Identifying and developing candidate indicators of brain inflammation
Abstract
The white matter of the brain is an important site of age-related degeneration that can be exacerbated in neurological disease. White matter abnormalities can be visualized using magnetic resonance imaging (MRI) and appear as hyperintense regions called white matter hyperintensities (WMH). WMH are associated with increased risk of cognitive decline, dementia and mortality. Although blood brain barrier dysfunction and aberrant microglia signaling have been implicated in the pathophysiology of WMH, the relationship between these two phenomena remains unclear. The first aim of this thesis was to use post-mortem imaging methods in combination with histological data to investigate the relationship between evidence of WMH, tissue loss, BBB dysfunction and microglia activity.
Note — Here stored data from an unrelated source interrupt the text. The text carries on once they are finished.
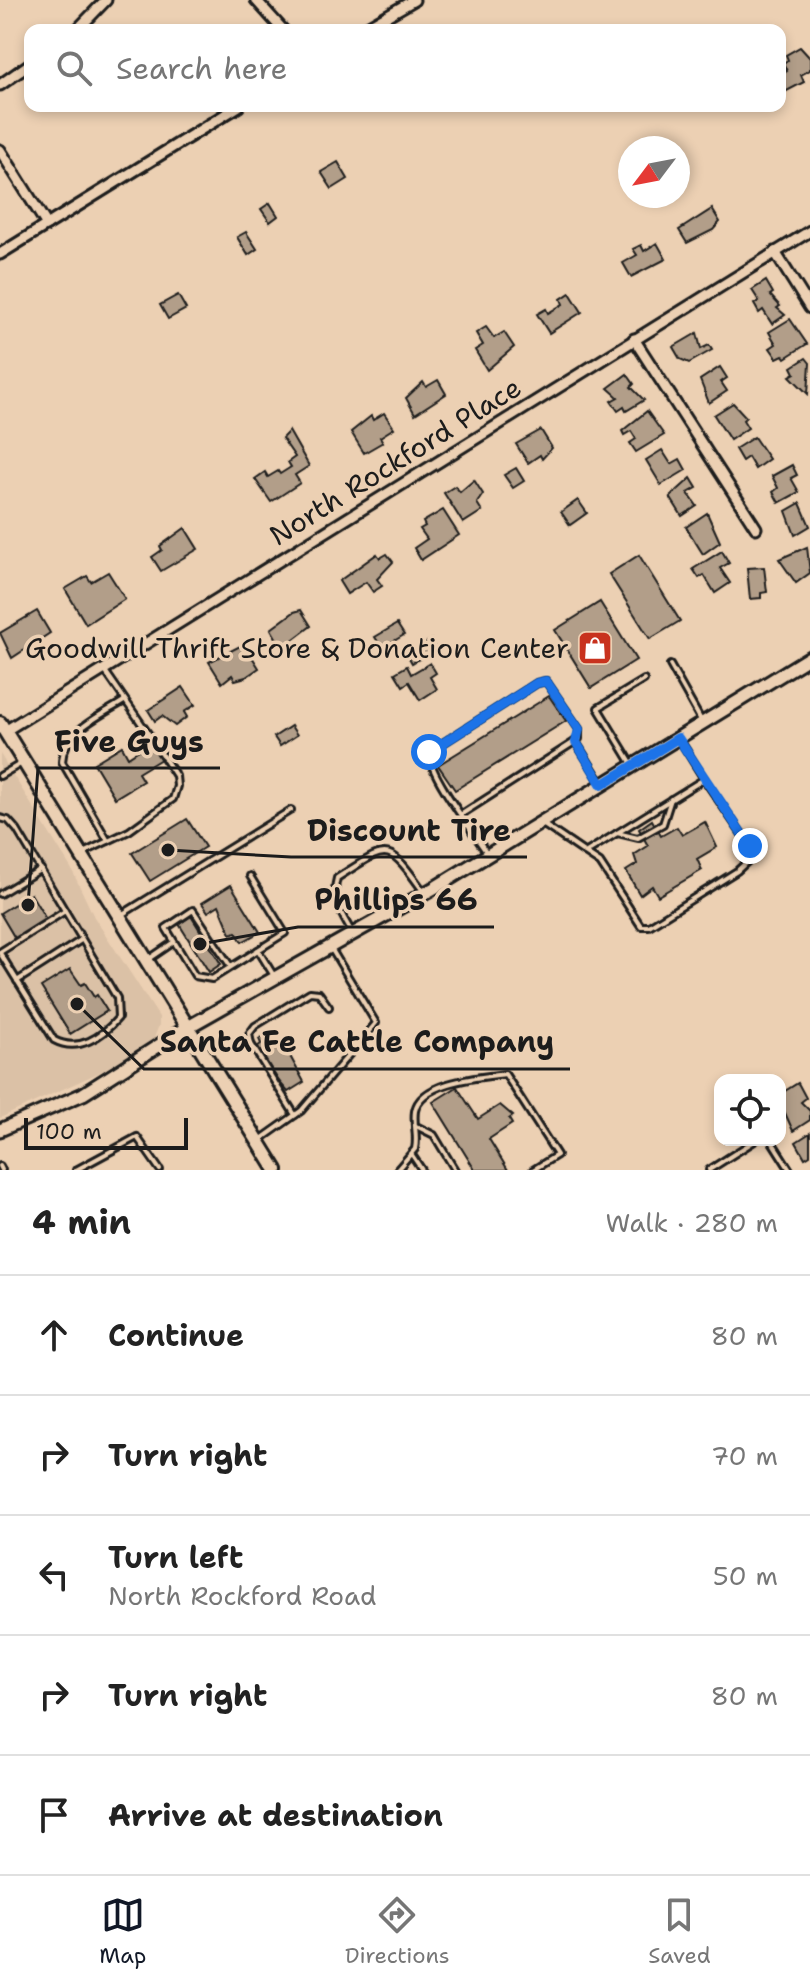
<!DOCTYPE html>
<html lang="en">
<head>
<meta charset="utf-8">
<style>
	body { margin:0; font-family:"Shantell Sans",sans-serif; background:#f6f6f6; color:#222 }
	.controls { position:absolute; right:24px; bottom:24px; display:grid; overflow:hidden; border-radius:16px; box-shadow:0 4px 12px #0003 }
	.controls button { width:72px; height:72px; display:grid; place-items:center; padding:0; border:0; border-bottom:2px solid #e0e0e0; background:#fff; color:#222; font:40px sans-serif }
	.compass { position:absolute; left:618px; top:136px; width:72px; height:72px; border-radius:50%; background:#fff; box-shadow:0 4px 12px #0003; rotate:238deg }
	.scale { position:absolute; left:24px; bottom:20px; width:164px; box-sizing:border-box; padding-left:8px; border:4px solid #1c1c1c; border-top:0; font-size:22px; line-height:28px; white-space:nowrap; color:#1c1c1c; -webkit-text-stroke:6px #ecd0b3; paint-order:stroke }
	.stop { position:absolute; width:24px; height:24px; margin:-18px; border:6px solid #1a73e8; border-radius:50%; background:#fff }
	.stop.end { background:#1a73e8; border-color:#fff; box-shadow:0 2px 8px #0008 }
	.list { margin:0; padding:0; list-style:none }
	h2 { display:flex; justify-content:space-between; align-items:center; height:104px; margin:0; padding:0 32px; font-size:34px }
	h2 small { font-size:26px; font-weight:400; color:#767676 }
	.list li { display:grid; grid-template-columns:52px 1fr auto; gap:24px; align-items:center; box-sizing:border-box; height:120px; padding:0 32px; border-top:2px solid #e0e0e0 }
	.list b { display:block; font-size:30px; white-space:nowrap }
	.list p { margin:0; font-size:26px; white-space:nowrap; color:#767676 }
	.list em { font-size:26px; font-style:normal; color:#767676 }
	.icon { flex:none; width:44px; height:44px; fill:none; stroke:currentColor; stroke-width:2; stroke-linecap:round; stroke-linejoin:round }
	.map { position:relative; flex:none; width:810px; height:1170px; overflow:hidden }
	.search { position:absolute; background:#fff; box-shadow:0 4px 12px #0003; left:24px; right:24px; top:24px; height:88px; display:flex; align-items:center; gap:20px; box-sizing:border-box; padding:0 28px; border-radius:16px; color:#767676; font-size:30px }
	.sheet { height:704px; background:#fff }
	nav { display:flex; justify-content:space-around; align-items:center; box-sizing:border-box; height:112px; border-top:2px solid #e0e0e0; background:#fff; font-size:22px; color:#767676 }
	nav a { display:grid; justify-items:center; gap:4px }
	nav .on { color:#111827 }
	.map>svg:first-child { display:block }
	.built { fill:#dbc1a6 }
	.building { fill:#b29e89; stroke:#1c1c1c; stroke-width:2 }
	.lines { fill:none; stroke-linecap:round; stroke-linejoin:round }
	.service-casing { stroke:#1c1c1c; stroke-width:10 }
	.minor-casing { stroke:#1c1c1c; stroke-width:15 }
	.tertiary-casing { stroke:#1c1c1c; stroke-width:17 }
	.secondary-casing { stroke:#1c1c1c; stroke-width:18 }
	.service { stroke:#ecd0b3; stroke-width:4 }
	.minor { stroke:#ecd0b3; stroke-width:9 }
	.tertiary { stroke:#ecd0b3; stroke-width:11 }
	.secondary { stroke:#ecd0b3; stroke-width:12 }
	.route { stroke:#1a73e8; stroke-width:10 }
	.labels { text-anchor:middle; stroke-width:7; stroke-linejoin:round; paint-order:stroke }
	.street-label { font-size:28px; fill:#1c1c1c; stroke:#ecd0b3 }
	.poi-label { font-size:28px; fill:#1c1c1c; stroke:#ecd0b3; text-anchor:end }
	.leader { fill:none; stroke:#1c1c1c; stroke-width:3 }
	.callout-dot { fill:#1c1c1c; stroke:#ecd0b3; stroke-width:3 }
	.callout-label { font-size:30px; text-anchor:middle; font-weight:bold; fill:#1c1c1c; stroke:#ecd0b3; stroke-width:7; stroke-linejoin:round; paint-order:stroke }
</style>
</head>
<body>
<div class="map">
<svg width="810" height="1170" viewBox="0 0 810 1170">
	<rect width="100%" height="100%" fill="#ecd0b3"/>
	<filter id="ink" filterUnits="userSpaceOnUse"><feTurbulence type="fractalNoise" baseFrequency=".0125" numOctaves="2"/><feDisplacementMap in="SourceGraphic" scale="16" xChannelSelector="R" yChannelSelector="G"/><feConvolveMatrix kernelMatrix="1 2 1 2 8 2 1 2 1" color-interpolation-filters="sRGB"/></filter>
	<g filter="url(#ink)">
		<path class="built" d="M0,754L71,868L94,917L159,1017V1025L153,1041L98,1073L0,1118Z"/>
		<g class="building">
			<path d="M800,47L810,58V70L801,75L804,82L785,92L780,83V75L787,71L783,63L788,60L786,55Z"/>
			<path d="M338,162L348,179L332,189L321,172Z"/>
			<path d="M270,203L278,216L270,222L261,209Z"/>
			<path d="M712,209L720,222L713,230L687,243L679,230Z"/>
			<path d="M246,232L257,249L248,255L237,237Z"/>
			<path d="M657,243L666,259L631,277L623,263L637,255L633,249L641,245L644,251Z"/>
			<path d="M766,281L773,293L770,295L780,306L777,308L785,315L772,324L763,310L759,313L754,304L759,301L752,290Z"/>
			<path d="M570,293L582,312L549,333L537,314L546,309L548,313L563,304L561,299Z"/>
			<path d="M178,295L186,309L168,319L160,305Z"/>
			<path d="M790,319L807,344L785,358L783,355L777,358L770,348L776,344L769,332Z"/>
			<path d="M486,327L494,338L504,332L514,347L487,370L475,350L483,345L476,333Z"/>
			<path d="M697,333L701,349L709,345L712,350L689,363L680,359L673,347Z"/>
			<path d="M806,358L810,363L808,394L790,376L795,373L792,367Z"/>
			<path d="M720,367L727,378L721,382L727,391L709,403L700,380Z"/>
			<path d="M627,374L634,384L631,387L644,400L626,411L624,407L618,411L611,401L618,397L608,388Z"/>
			<path d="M438,380L446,394L415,414L406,398L423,382L426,387Z"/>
			<path d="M733,403L746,417L743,420L748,428L730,440L714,415Z"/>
			<path d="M647,411L664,435L636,452L630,443L636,439L631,431L624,435L622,431Z"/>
			<path d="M384,413L394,428L380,437L383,442L364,453L351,432L371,416L373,420Z"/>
			<path d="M541,430L552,448L542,459L540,455L528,463L516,444Z"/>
			<path d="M289,431L309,466L295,475L300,483L271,502L255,479L265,472L268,477L278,471L280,474L291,467L288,462L295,457L282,438Z"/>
			<path d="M754,437L769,459L755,469L748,457L742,461L735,449Z"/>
			<path d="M662,450L671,464L680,459L686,470L661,485L646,460Z"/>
			<path d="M792,465L797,475L791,478L799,492L779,503L773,492L778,488L772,476Z"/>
			<path d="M516,468L524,481L513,488L504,475Z"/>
			<path d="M691,478L697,488L688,493L697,506L682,516L670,497Z"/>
			<path d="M474,480L483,494L477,503L482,511L463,523L444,493L455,486L460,492Z"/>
			<path d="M578,500L587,513L570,525L561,512Z"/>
			<path d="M800,503L810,526L795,535L786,511Z"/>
			<path d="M443,510L459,535L421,560L414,548L427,539L420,529L425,526L423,522Z"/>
			<path d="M707,513L720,542L703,554L686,527Z"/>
			<path d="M185,528L198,549L161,571L152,557L162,550L160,546Z"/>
			<path d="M807,547L810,573L796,583L779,559Z"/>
			<path d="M722,551L729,563L720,568L730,583L715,593L704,575L699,578L693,569Z"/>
			<path d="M377,554L380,558L387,554L393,562L377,579L382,586L373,592L366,582L347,594L339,581Z"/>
			<path d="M639,555L680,621L650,639L609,574Z"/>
			<path d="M764,567L767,592L761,593V598L750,599L747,568Z"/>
			<path d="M108,572L125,599L86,624L65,589L87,576L91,582Z"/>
			<path d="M600,602L636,660L591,688L555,630Z"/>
			<path d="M301,610L311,626L282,648L271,629L294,612Z"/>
			<path d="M37,611L50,633L12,658L0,633Z"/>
			<path d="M397,624L404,635L382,648L375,637Z"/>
			<path d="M431,640L436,649L412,663L407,654Z"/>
			<path d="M244,644L259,668L246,677L235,680L232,675L222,683L209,662Z"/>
			<path d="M430,663L436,673L430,677L437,689L420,700L409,682L403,686L395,673L407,666L411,674Z"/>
			<path d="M183,687L195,705L184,712L187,717L175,726L162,716L155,721L148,710Z"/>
			<path d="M549,696L566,721L455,790L438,765Z"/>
			<path d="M291,726L297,735L280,746L274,737Z"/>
			<path d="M151,742L161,759L138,773L143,781L115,798L94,763L122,746L128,757Z"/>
			<path d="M187,819L205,847L150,881L132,853Z"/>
			<path d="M652,820L661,836L677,827L682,835L705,822L717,847L697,859L702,870L658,896L652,886L640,895L626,871L637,864L634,855L648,846L639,829Z"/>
			<path d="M231,885L260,932L242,942L236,932L231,934L219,905L208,912L202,903Z"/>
			<path d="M31,894L47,921L16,940L0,913Z"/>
			<path d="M191,916L221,964L209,972L179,924Z"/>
			<path d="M70,969L81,985L85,983L94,997L97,995L107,1011L70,1034L41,987Z"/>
			<path d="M268,1033L281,1047L284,1045L304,1082L288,1092L270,1071L257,1047L261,1044L259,1039Z"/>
			<path d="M798,1083L806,1098L801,1102L810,1111V1120L793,1131L785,1113L780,1116V1094Z"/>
			<path d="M457,1087L478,1119L500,1105L513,1116L509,1119L512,1124L489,1139L508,1170H475L433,1102Z"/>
			<path d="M810,1133V1155L805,1158L796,1142Z"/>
		</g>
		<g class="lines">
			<g class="service-casing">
				<g id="service">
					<path d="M670,665L702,722"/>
					<path d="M576,742L602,784"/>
					<path d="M632,764L598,708L644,680"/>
					<path d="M0,776L22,763"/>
					<path d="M462,814L579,739V729L546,681L537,683L429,752C427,772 474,833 487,853"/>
					<path d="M0,818L8,820L17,830L117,998L118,1018C102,1037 78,1053 54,1040L0,953"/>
					<path d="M544,825L585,853L704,779L680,740"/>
					<path d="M617,833L638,838L663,824L671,799"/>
					<path d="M108,841L62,762C63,731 101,716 124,701"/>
					<path d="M83,853L129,831L173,799L177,786L176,776L152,739L105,671"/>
					<path d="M585,853L600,863L641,926H649L737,871L750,859V846L704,779"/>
					<path d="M0,894L41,869"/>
					<path d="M121,915L291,810"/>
					<path d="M351,931C341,913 331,899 337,878C388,846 386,839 423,891"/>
					<path d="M258,950L274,976"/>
					<path d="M0,952L65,911"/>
					<path d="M149,959L174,942"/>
					<path d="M231,967L193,910L166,928L195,976L212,979L285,933L250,876"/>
					<path d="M17,981L81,940"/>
					<path d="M295,1115L251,1044L249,1034L255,1026L310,992L319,993L329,1007"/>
					<path d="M416,1126L434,1135L455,1170"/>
					<path d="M260,1140L301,1111L376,1023L332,950"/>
					<path d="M771,1140L790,1170"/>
					<path d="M412,1155L422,1170"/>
					<path d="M0,1166L2,1170"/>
					<path d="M76,1170L137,1137L160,1170"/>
					<path d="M397,1170L415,1149C418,1136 413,1124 415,1111C420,1081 482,1077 505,1074L557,1155L533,1170"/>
					<path d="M709,1170L756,1140"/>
				</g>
			</g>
			<g class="minor-casing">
				<g id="minor">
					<path d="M256,0L283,30"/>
					<path d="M77,30L106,0"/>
					<path d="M362,30L414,0"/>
					<path d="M0,85L30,64"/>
					<path d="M0,150L47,225"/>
					<path d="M775,252L810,308"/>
					<path d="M0,254L239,106"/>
					<path d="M634,339L756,528"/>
					<path d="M5,731L810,231"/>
				</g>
			</g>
			<g class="tertiary-casing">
				<path id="tertiary" d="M0,1130L83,1094L188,1027L436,887L810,657"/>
			</g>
			<g class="secondary-casing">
				<path id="secondary" d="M0,723L276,1170"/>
			</g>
			<use href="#service" class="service"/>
			<use href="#minor" class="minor"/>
			<use href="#tertiary" class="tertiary"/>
			<use href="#secondary" class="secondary"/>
		</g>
	</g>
	<g class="lines" filter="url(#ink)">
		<path class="route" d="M429,752L537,683L546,681L579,729L576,742L602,785L678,738L750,846"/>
	</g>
	<defs>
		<g id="shop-square" transform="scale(1.8)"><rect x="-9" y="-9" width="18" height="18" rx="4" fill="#c8321e" stroke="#ecd0b3"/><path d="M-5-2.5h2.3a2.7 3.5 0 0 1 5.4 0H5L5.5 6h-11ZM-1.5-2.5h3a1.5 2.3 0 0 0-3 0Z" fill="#fff"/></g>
	</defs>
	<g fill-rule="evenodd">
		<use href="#shop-square" x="595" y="648"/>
	</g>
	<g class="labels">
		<g class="street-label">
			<text transform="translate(395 461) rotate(-32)" y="10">North Rockford Place</text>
		</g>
		<g class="poi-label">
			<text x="569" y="658">Goodwill Thrift Store &amp; Donation Center</text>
		</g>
	</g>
	<path class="leader" d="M28 905L38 768H220M168 850L291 857H527M200 944L298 927H494M77 1004L144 1069H570"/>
	<g class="callout-dot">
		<circle cx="28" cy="905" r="8"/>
		<circle cx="168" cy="850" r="8"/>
		<circle cx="200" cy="944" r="8"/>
		<circle cx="77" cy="1004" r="8"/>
	</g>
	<g class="callout-label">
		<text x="129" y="752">Five Guys</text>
		<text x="409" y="841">Discount Tire</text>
		<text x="396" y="910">Phillips 66</text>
		<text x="357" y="1052">Santa Fe Cattle Company</text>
	</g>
</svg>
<div class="controls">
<button><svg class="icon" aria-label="locate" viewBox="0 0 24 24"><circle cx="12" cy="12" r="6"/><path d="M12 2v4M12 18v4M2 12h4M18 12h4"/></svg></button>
</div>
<svg class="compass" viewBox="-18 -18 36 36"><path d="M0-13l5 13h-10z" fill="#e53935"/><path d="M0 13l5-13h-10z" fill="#767676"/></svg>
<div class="scale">100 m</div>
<div class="stop" style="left:429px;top:752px"></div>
<div class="stop end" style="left:750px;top:846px"></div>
<div class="search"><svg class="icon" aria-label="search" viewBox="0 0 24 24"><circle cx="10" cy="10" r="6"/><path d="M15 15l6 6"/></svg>Search here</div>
</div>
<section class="sheet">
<h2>4 min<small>Walk · 280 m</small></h2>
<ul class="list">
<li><svg class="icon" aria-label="ahead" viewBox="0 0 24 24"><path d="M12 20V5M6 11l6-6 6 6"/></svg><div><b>Continue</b></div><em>80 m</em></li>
<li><svg class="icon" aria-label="right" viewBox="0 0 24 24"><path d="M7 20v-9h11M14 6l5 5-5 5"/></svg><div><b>Turn right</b></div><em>70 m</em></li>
<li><svg class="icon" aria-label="left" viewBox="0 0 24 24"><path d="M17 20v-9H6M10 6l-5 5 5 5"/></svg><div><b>Turn left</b><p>North Rockford Road</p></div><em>50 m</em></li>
<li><svg class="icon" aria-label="right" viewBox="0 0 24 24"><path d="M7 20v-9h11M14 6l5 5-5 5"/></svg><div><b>Turn right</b></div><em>80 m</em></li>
<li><svg class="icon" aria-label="arrive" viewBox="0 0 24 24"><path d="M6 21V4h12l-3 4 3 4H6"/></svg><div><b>Arrive at destination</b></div></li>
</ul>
</section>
<nav>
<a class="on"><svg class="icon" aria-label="map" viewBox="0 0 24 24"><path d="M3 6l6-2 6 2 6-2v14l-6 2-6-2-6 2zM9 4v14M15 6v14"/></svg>Map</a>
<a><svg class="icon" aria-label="directions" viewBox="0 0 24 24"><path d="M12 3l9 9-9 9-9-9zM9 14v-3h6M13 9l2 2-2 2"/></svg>Directions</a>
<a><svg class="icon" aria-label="saved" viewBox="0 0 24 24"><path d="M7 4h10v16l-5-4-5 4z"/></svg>Saved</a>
</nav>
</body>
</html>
WMH are significantly associated with areas of increased blood brain barrier dysfunction evidenced by extravasation of fibrinogen and associated with increases in microglia. In vitro modelling demonstrated that fibrinogen upregulates pro-inflammatory signaling in microglia and leads to the release of extracellular vesicles (EVs) that propagate pro-inflammatory signaling to naïve cells. These findings shed light on possible mechanisms underlying the development of WMH and their detrimental effects on white matter structural integrity. Importantly, there exists few tools that allow for clinical measurement of BBB function or microglia activity, making it difficult to translate in vitro findings into meaningful clinical applications. The second aim of this thesis was to test whether extracellular vesicles released from microglia (MEVs) could serve as indicators of their phenotype and potential biomarkers in the future. Using in vitro models, it was confirmed that MEVs are reflective of microglia activation status. Next, in vivo experiments tested whether cargo and surface markers of circulating MEVs could indicate microglia activity in experimental models of stroke and Alzheimer’s disease. This represents the first work to our knowledge to demonstrate the non-invasive detection of MEVs specific to microglia phenotype. Future work is required to determine the association between MEVs, white matter disease and clinical outcomes.